ABOUT THIS TASK
Each line of the entries below that holds "Keep" is needed, copied in full.

SUPPLIED MATERIAL

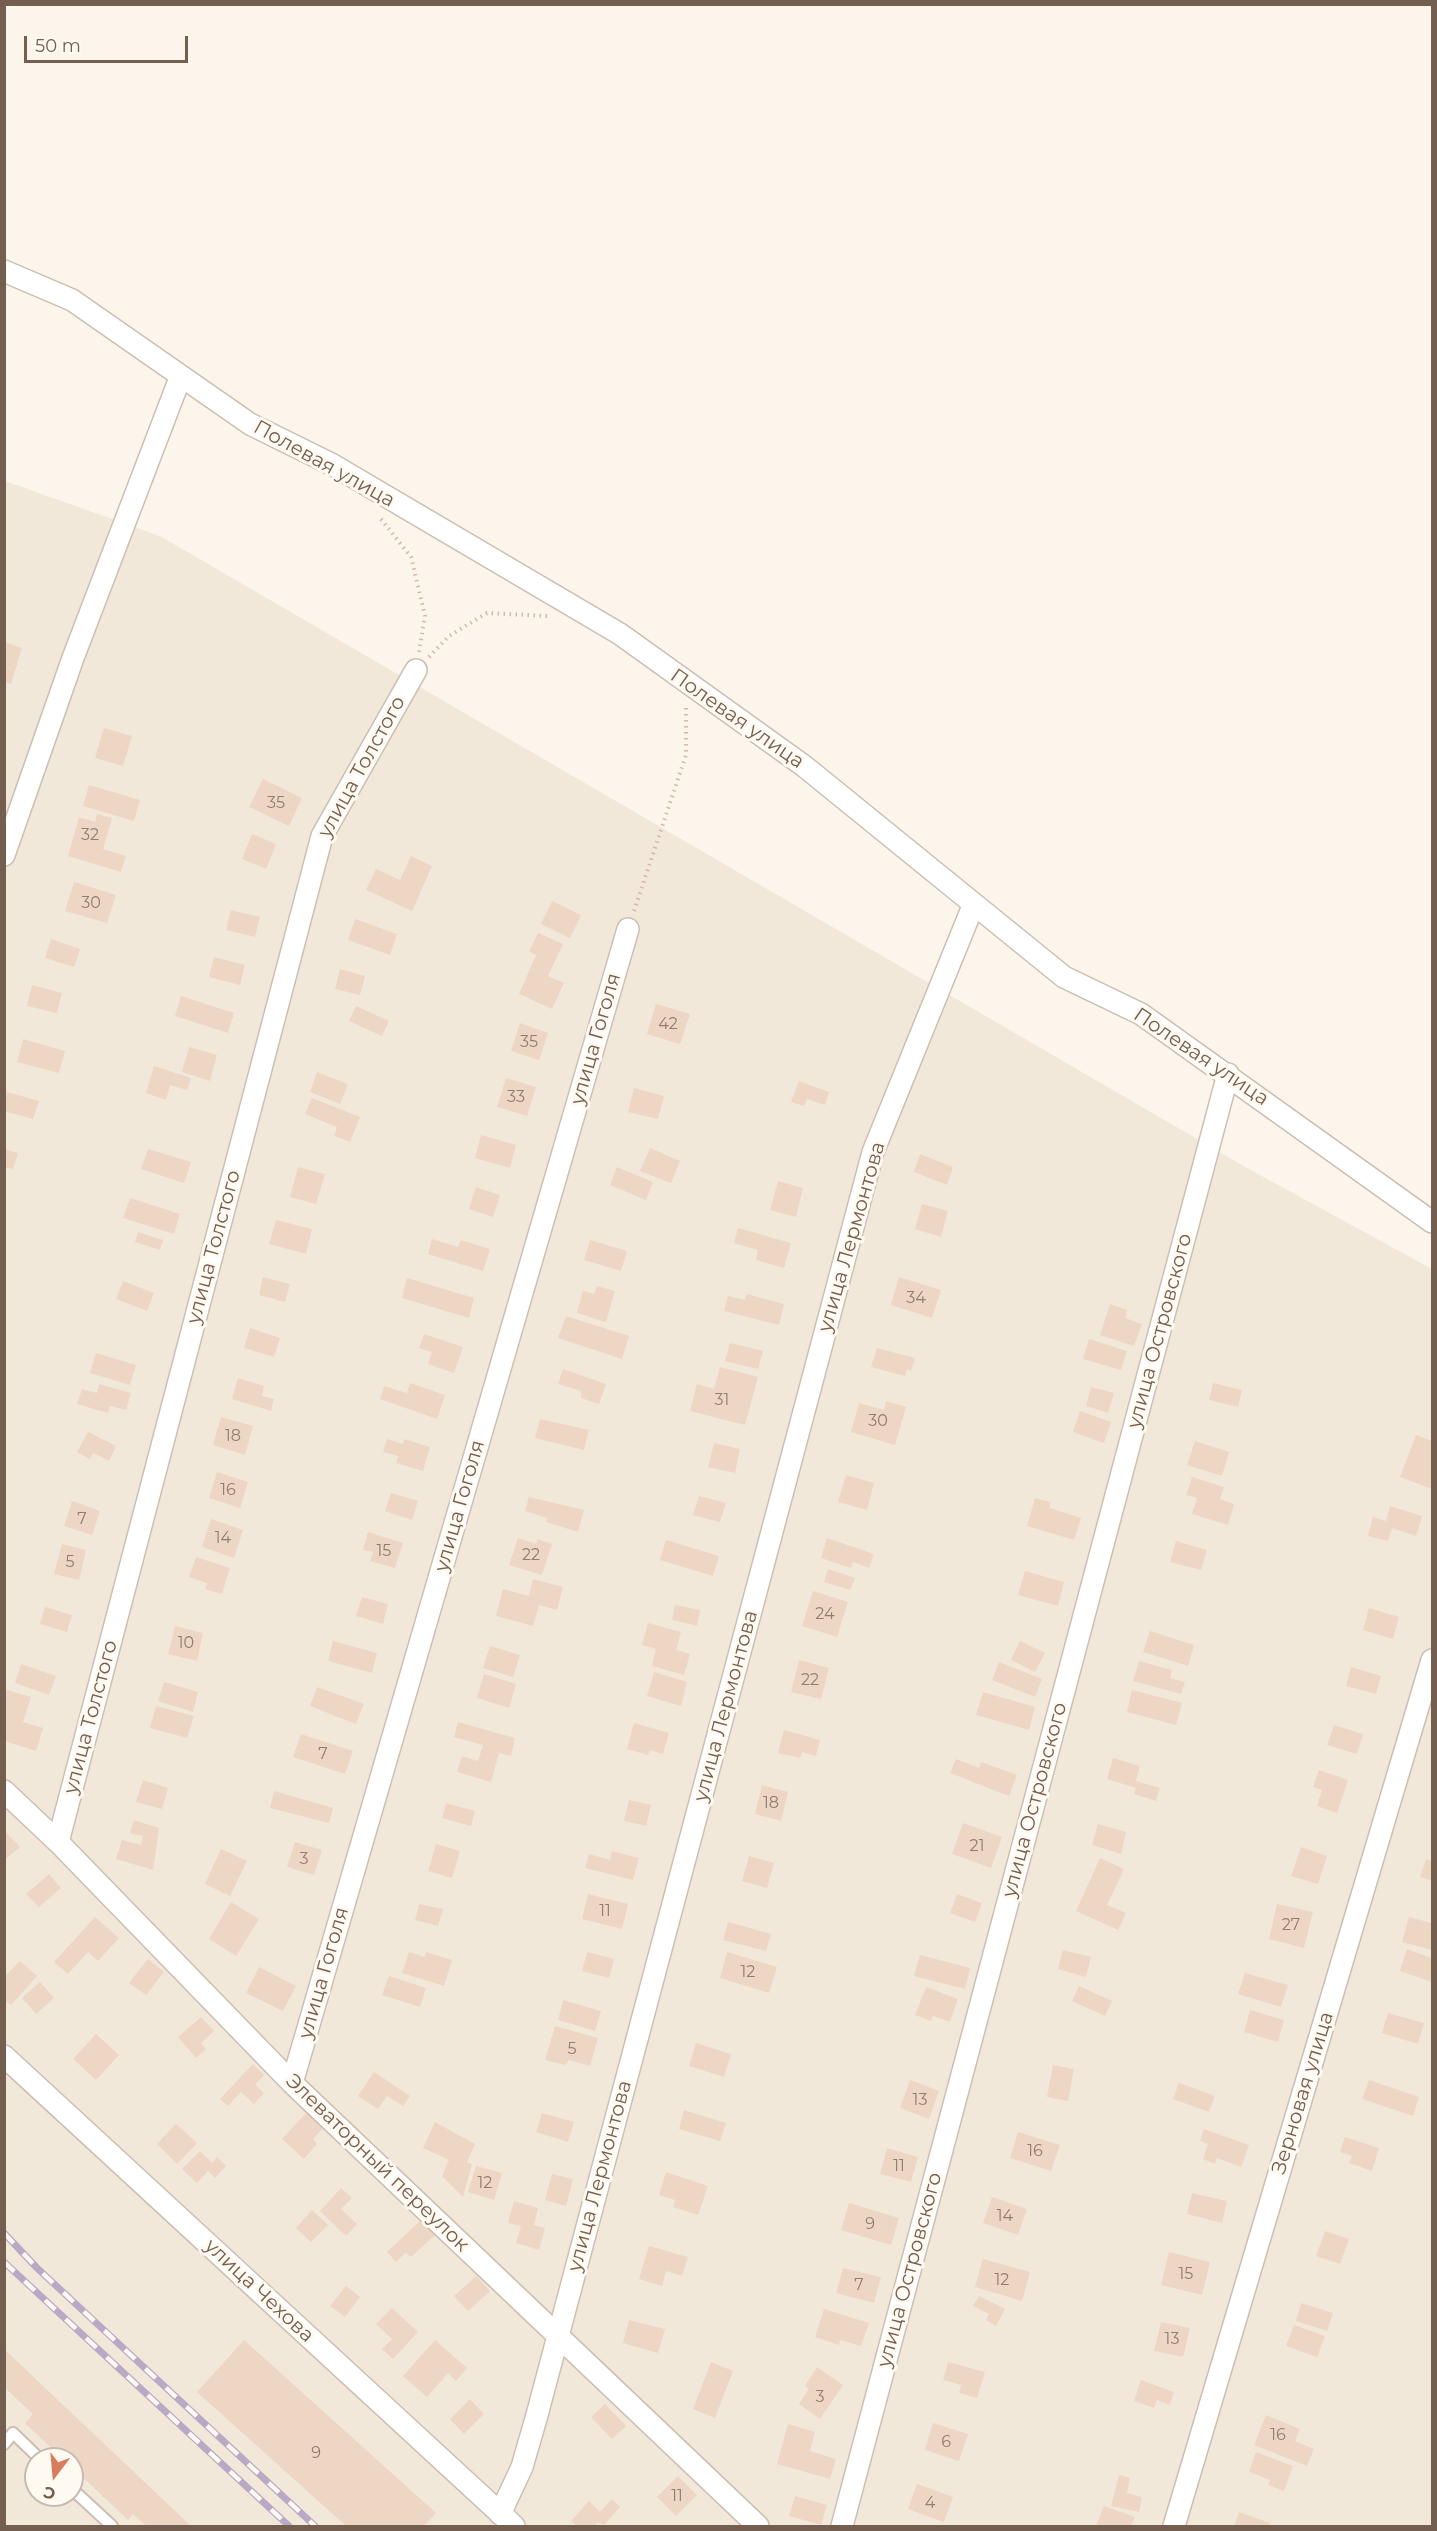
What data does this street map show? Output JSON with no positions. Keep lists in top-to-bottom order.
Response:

==

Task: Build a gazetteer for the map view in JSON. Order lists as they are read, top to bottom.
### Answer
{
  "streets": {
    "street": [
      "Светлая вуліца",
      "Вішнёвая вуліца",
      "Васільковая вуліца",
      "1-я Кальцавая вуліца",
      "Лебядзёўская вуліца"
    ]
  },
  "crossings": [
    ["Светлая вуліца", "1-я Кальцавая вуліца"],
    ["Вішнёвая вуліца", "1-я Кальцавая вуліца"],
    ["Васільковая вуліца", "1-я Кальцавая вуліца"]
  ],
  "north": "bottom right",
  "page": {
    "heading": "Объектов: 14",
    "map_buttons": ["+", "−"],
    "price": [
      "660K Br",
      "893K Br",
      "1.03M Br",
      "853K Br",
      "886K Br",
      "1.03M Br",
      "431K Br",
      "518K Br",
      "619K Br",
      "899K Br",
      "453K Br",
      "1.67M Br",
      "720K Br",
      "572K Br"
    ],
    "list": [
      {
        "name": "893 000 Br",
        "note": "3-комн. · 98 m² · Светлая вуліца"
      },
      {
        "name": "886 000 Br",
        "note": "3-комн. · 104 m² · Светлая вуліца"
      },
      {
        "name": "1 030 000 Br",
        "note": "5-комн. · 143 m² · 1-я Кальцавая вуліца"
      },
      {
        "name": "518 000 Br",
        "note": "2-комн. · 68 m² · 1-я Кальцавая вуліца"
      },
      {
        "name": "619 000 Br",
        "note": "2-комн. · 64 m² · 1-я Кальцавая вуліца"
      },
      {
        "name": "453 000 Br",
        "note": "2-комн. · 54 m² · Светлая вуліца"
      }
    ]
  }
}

==

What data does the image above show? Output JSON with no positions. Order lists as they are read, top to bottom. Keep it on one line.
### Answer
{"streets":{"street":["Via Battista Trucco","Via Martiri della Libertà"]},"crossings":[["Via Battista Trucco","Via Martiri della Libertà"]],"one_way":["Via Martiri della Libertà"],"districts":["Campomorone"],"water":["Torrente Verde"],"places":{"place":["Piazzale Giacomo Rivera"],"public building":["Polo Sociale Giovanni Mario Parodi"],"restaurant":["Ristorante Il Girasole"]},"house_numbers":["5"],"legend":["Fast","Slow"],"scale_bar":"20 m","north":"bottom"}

EXERCISE OUTPUT
What data does this street map show? Output JSON with no positions. Keep lists in top-to-bottom order.
What data does the image above show? Output JSON with no positions. Order lists as they are read, top to bottom. Keep it on one line.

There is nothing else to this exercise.